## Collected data

==============================

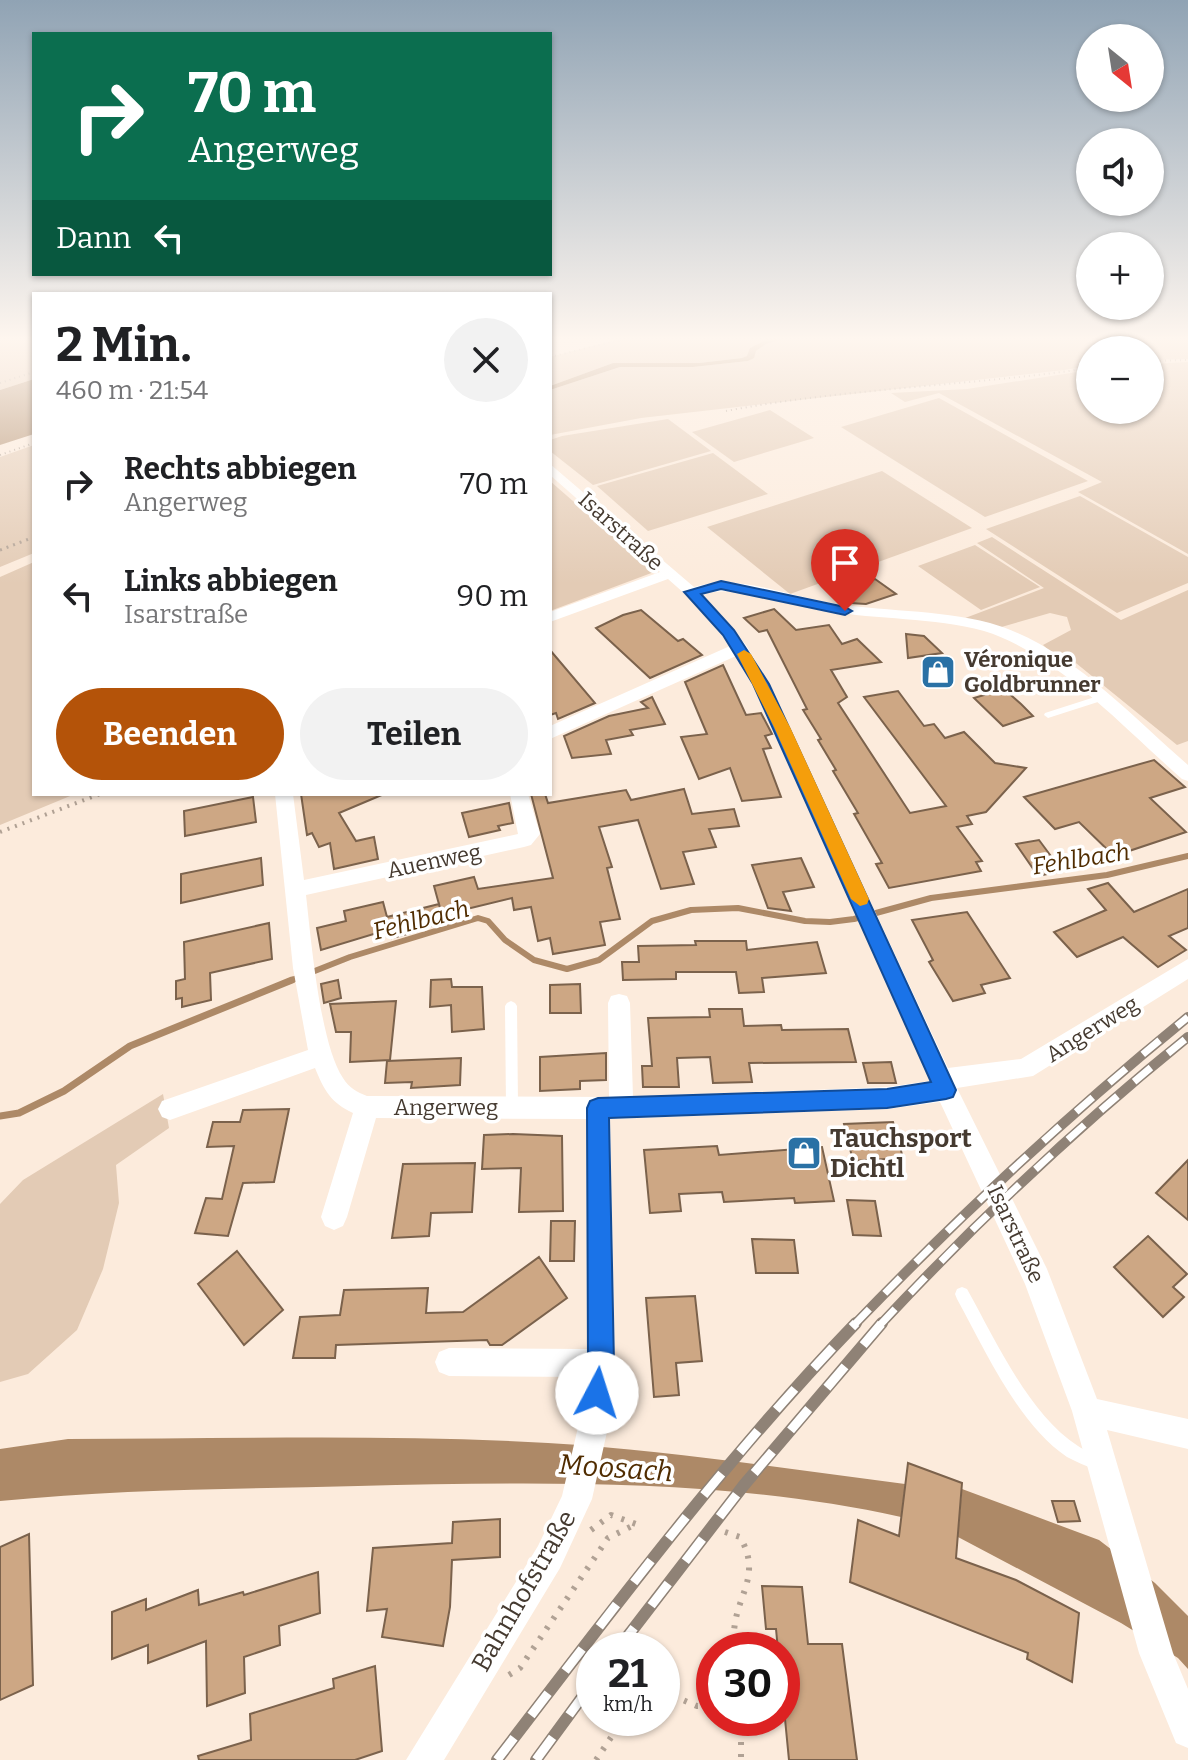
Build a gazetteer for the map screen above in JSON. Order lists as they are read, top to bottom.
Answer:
{
  "streets": {
    "street": [
      "Isarstraße",
      "Auenweg",
      "Angerweg",
      "Bahnhofstraße"
    ]
  },
  "crossings": [
    ["Isarstraße", "Angerweg"],
    ["Auenweg", "Angerweg"]
  ],
  "water": ["Fehlbach", "Moosach"],
  "places": {
    "shop": ["Véronique Goldbrunner", "Tauchsport Dichtl"]
  },
  "north": "bottom right",
  "page": {
    "map_buttons": ["+", "−"],
    "turn": ["70 m", "Angerweg"],
    "then": "Dann",
    "heading": ["2 Min.", "460 m · 21:54"],
    "list": [
      {
        "name": "Rechts abbiegen",
        "note": "Angerweg",
        "value": "70 m"
      },
      {
        "name": "Links abbiegen",
        "note": "Isarstraße",
        "value": "90 m"
      }
    ],
    "buttons": ["Beenden", "Teilen"],
    "speed": "21 km/h",
    "limit": "30"
  }
}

==============================

## Exercise objective
Every line above that holds "Isarstraße" should be copied out.

## Completed task
      "Isarstraße",
    ["Isarstraße", "Angerweg"],
        "note": "Isarstraße",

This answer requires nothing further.